Alice groaned. "Me too."

"Mrs. Mallory from the shop next to hers in Phoenix called to see how the family was doing. I haven't been there in ten years, and she still wanted to check in. She told me Renee's business is in the toilet. Apparently Renee is never there anyway, always off fluffing with cappuccinos and appointments and whatever the fuck it is that man has her doing. But she said he's run it in to the ground. The young girl they got to work for them told Mrs. Mallory the dickhead skims the till and doesn't pay the bills. Reckons the IRS are sniffing around."

"Well that's not a surprise, is it? We're outsiders, and even we could tell all of that from the shit they spin when they talk about how much money they've got. She's always known how to spend. Whether it was Charlie's money before the divorce or the settlement funds after. She pissed away Poppa's inheritance decorating her fucking house. Living beyond her means is Renee's forte."

"Yeah, but of course the outcome of this is always going to be worse for her than for him. He's not legally tied to it. She'll be the one investigated, bankrupted, and out on her ass. Just watch, he'll drop her faster than a flaming turd when he can't get anything more out of being with her. It's not like it's about love or sex. He's always gotten that gratification from hookers, not her."

"She'll never see his faults through the wool he's pulled over her eyes," Alice responded. "I had no idea emotional abuse could be so powerful. She used to know deep down that she chose wrong, and if she weren't so pigheaded about sticking by her decision, I'm sure she would have gotten out. She didn't want everyone else to see that she'd made a mistake. So instead she pretends it's perfect and that she's untouchable. "

"Every day I'm just waiting for everything to implode around her. And it sounds terrible saying I'm just waiting for it, but we're powerless to stop it happening. We've told her time and time again that that man will destroy her. She thinks we just hate him because he's not Charlie. She can't see that we hate him because he's a bad person. He's ruined her. If she'd left Charlie and stood on her own two feet, I might have respected that. But she sold her soul to a devil. He's brainwashed her, and piece-by-piece, he's picking her life apart. Eventually he'll take everything she's got and leave her for the crows."

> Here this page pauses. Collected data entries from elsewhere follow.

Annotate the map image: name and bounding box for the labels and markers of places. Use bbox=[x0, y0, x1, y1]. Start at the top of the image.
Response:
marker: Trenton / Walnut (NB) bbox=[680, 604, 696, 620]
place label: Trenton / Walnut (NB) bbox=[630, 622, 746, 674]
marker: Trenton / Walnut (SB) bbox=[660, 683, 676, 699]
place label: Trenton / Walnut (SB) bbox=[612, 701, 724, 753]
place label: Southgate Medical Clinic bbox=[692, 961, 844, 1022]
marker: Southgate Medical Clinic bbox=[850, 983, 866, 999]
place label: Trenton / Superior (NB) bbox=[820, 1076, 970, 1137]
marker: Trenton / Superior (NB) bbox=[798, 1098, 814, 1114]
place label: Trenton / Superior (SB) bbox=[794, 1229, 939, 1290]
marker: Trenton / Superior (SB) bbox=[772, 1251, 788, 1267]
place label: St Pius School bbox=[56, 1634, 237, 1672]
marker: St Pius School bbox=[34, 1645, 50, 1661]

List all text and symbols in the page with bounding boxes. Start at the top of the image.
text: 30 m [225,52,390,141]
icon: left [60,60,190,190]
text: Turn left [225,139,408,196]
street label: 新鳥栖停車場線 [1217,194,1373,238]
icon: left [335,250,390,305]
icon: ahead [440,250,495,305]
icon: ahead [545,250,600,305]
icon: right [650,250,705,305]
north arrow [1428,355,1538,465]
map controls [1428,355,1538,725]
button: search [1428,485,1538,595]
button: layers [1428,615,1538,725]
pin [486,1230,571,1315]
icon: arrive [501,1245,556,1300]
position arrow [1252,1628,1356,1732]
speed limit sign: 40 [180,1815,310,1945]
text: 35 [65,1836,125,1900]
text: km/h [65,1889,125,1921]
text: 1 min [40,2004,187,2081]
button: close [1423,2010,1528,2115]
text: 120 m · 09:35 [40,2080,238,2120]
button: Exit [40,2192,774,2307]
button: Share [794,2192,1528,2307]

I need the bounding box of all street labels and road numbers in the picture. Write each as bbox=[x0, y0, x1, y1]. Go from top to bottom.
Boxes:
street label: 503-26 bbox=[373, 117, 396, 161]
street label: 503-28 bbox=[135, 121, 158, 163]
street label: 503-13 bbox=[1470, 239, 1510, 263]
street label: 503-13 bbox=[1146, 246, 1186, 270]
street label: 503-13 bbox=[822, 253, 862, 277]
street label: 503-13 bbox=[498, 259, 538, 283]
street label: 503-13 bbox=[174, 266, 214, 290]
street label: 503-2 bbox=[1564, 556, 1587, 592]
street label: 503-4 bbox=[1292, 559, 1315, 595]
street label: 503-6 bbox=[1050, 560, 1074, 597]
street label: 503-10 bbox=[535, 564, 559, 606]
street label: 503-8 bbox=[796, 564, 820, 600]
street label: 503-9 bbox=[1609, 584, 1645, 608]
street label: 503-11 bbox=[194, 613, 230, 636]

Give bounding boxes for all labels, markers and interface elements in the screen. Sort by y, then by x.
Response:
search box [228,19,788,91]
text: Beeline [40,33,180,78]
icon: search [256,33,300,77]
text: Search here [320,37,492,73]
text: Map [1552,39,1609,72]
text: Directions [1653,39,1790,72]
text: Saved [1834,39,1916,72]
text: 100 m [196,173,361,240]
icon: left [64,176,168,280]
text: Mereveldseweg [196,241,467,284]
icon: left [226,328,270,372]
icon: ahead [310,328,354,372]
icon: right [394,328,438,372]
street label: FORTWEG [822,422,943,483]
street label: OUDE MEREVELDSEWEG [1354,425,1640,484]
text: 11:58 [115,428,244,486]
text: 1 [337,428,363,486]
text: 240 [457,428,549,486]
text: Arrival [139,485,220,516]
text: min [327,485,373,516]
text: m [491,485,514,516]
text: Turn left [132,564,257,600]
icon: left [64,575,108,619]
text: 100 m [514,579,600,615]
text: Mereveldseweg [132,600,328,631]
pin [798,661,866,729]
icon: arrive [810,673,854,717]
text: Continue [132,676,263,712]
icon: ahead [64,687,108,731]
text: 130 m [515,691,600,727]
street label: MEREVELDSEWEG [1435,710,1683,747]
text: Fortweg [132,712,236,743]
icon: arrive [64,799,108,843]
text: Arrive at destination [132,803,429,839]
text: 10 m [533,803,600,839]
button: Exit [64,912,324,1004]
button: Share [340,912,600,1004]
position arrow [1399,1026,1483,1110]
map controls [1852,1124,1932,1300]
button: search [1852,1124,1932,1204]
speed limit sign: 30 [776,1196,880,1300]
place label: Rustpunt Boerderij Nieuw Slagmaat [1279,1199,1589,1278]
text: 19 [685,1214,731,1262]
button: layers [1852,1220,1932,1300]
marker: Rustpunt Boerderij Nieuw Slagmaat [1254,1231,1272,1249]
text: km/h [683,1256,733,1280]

If there was one thing we were good at talking about and analyzing, it was Renee – though we tried not to waste our breath too often. Despite her being completely baffling, it was all pretty fucking obvious. It was nothing we hadn't discussed before, the evidence against the man she'd left our father for stacking up year by year. From the drunken display at one of Alice's birthdays, after which he at least had the sense to not come around us anymore, to the time Emmett saw him picking up a hooker when Renee was in Seattle with him, to the colleague of Charlie's who told us of the three woman he'd played, scammed, abused, and deserted before our mother. He was a real piece of work, and there wasn't a thing we could say to Renee to get her to see it.